Voice assistants need context tone
As voice assistants gather more applications and abilities we have to ask what is next for these platforms, how do they become our truly personal assistants, being used throughout our daily lives. Google has voice identification to protect it verbalising personal information to unauthorised people.
Amazon’s Alexa extended their speech synthesising language giving developers the ability to increase voice speed, whisper, add emphases to a word or sentence.
All these features move towards our assistants becoming more human in their interactions, Alexa recently added an interesting new and slightly hidden feature called Brief Mode, this feature enables Alexa to be less chatty in responding. Dimming the lights, Alexa will no longer reply “ok” but respond with a chime sound, this new feature is a sign Amazon is starting to see user comfort with commands and the platform. As the platform learns, will it start to understand that I like the more verbose answers when it comes to weather but just give me the number of minutes left for my timers.

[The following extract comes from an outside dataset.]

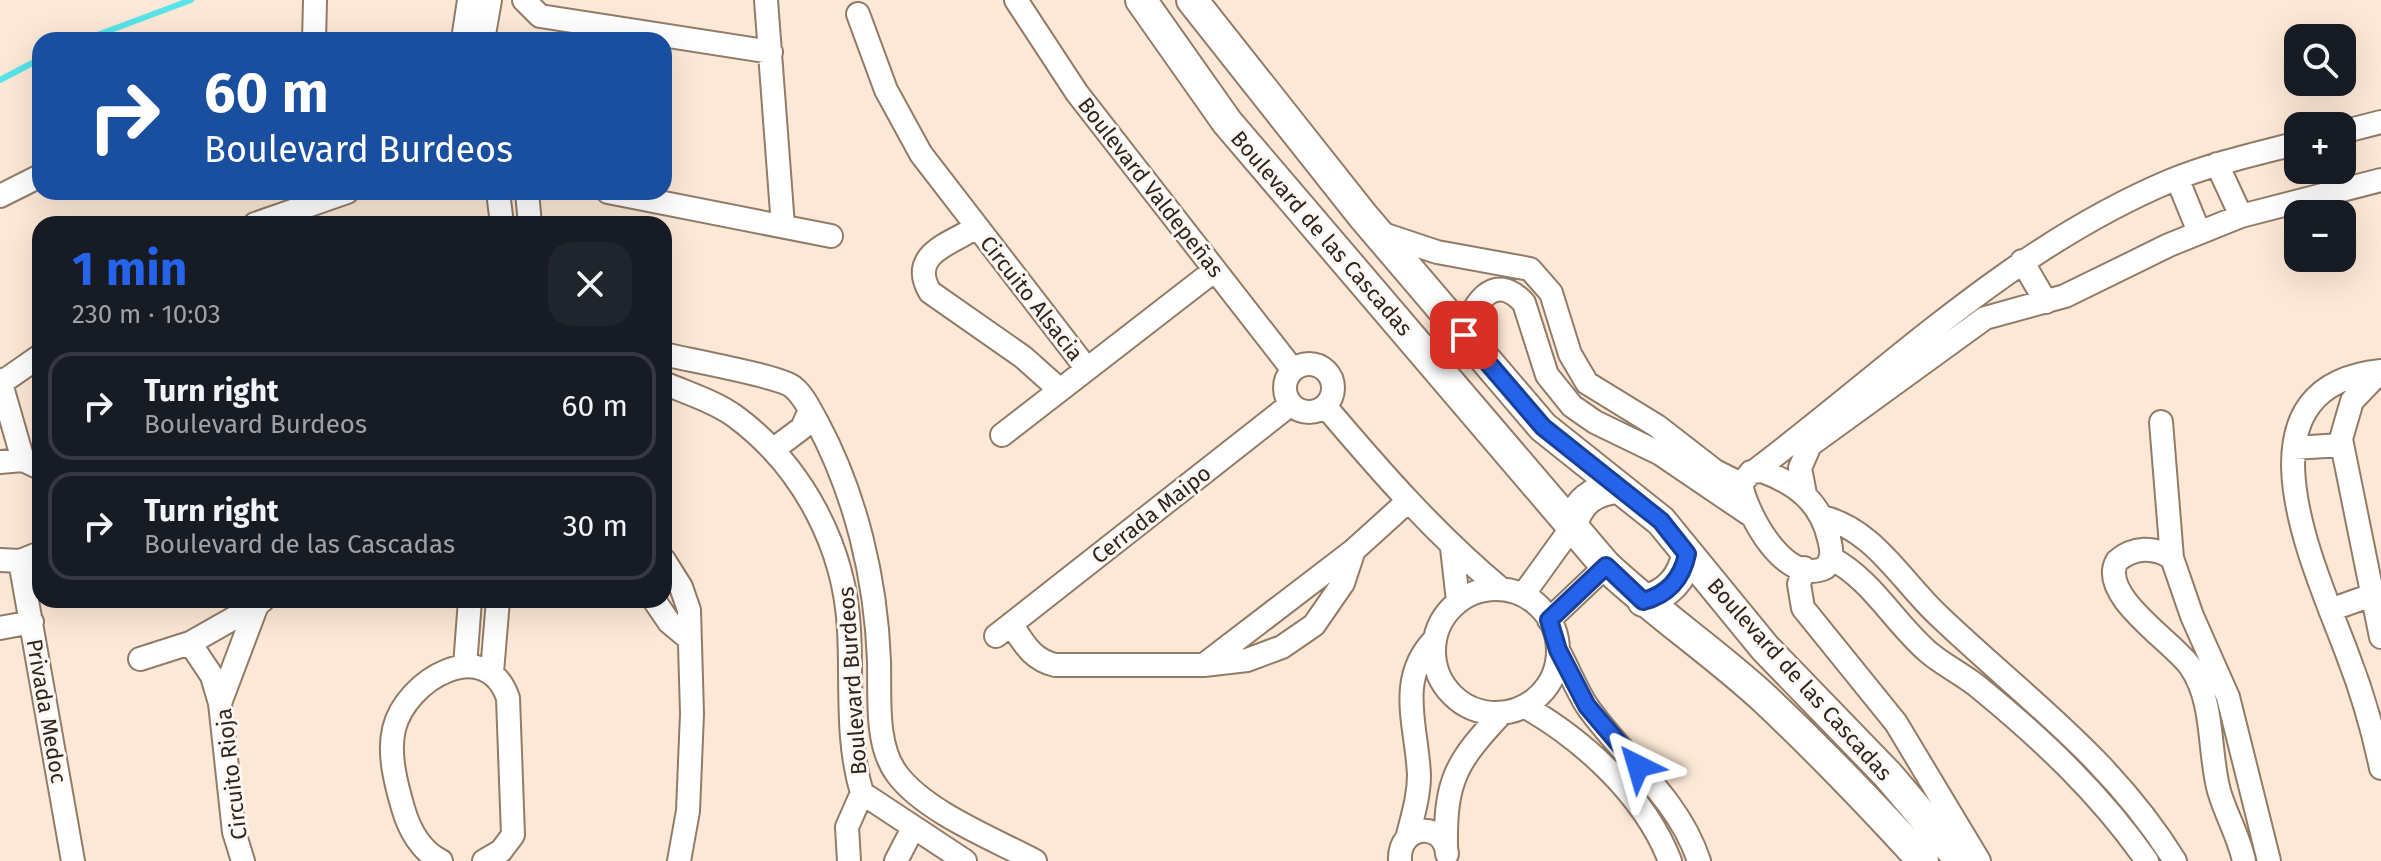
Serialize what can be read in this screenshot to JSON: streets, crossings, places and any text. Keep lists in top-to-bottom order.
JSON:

As we become more comfortable with commands and features such as brief mode, our attention commitment reduces and the less words we say and the less Alexa hears and can infer. This raises the important the context of those words and why context tone (made up name) is the next important thing in voice.
What is context tone?
When you communicate with other people, you do so with different tones, to express urgency, importance and emotion.
Currently, if we ask our voice devices to play a song or ask for disaster information, we would get responses such as:
“Playing XX song from Spotify.”
“There are extremely high winds today, you may die, be careful driving.”
These two responses have dramatically different outcomes and follow up actions, and this is where context tone will come into play giving the user the sense of important of the information being delivered.